--- START ---

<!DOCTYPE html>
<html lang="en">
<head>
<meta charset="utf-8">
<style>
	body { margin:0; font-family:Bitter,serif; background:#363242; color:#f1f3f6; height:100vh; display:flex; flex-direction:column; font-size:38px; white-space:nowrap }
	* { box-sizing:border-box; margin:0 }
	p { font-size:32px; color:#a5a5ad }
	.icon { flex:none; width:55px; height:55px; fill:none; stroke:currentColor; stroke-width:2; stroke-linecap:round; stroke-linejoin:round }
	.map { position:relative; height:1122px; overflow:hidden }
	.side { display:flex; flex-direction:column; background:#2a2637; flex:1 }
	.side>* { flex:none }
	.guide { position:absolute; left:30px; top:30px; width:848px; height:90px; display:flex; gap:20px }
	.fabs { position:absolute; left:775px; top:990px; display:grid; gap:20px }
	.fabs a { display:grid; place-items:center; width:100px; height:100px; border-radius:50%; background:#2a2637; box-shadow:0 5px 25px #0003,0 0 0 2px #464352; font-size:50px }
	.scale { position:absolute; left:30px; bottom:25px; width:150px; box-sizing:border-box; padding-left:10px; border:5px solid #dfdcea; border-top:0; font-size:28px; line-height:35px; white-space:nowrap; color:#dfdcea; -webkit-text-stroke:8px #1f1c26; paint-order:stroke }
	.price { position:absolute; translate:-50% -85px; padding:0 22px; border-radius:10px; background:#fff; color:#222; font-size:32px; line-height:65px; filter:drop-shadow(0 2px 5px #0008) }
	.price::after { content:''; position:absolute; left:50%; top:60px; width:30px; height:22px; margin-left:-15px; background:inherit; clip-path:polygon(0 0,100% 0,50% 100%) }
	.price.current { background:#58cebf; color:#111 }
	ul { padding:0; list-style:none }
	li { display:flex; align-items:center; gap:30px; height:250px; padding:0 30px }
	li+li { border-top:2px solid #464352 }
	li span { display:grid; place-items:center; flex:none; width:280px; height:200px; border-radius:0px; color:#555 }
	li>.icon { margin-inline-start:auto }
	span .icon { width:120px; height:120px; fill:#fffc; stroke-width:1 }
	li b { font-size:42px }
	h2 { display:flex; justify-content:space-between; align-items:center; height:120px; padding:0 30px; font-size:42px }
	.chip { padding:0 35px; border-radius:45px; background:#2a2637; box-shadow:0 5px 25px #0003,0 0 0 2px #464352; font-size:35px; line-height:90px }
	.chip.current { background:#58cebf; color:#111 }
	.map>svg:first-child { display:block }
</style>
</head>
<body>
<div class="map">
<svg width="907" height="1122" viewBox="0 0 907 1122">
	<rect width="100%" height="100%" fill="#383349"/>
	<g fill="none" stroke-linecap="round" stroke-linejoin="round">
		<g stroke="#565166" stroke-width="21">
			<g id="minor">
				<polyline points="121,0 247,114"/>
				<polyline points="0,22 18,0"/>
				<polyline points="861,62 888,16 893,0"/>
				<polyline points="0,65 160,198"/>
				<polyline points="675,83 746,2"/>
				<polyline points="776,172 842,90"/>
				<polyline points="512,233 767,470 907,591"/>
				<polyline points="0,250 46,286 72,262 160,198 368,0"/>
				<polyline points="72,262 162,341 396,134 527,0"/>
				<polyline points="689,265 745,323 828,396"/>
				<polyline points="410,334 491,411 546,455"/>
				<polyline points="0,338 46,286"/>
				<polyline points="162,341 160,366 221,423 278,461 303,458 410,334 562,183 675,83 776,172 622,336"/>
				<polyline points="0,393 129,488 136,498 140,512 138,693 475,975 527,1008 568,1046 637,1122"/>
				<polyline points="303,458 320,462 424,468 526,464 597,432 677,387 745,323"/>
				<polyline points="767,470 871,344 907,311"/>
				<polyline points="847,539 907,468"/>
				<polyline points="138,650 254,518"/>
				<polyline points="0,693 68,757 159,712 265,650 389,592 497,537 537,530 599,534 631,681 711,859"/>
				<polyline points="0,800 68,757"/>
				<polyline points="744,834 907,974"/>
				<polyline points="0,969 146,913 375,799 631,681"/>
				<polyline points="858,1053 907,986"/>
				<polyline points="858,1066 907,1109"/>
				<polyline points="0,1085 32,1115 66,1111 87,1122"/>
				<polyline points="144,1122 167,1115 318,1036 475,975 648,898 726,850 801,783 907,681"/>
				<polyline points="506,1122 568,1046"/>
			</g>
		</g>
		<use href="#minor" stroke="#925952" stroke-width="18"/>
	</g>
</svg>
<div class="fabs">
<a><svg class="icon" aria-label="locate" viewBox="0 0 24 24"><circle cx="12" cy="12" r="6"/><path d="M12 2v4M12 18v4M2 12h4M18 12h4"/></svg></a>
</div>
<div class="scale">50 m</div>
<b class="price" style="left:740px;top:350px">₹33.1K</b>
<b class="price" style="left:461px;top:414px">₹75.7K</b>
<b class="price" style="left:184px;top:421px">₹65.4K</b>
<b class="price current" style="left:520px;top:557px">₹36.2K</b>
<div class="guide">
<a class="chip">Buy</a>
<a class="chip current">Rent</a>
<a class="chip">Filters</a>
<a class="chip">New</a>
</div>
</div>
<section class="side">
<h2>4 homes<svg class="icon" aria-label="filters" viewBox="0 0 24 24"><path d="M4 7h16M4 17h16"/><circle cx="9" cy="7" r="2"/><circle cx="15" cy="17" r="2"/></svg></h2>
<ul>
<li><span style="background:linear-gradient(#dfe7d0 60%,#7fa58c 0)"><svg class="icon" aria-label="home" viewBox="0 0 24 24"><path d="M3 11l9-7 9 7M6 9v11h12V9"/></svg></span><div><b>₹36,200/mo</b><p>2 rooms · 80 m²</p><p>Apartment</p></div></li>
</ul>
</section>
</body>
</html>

--- END ---

» **Directions for this task**: Filter the records for the string "scale" and copy every line that holds it.

» **Response to this exercise**:
	.scale { position:absolute; left:30px; bottom:25px; width:150px; box-sizing:border-box; padding-left:10px; border:5px solid #dfdcea; border-top:0; font-size:28px; line-height:35px; white-space:nowrap; color:#dfdcea; -webkit-text-stroke:8px #1f1c26; paint-order:stroke }
<div class="scale">50 m</div>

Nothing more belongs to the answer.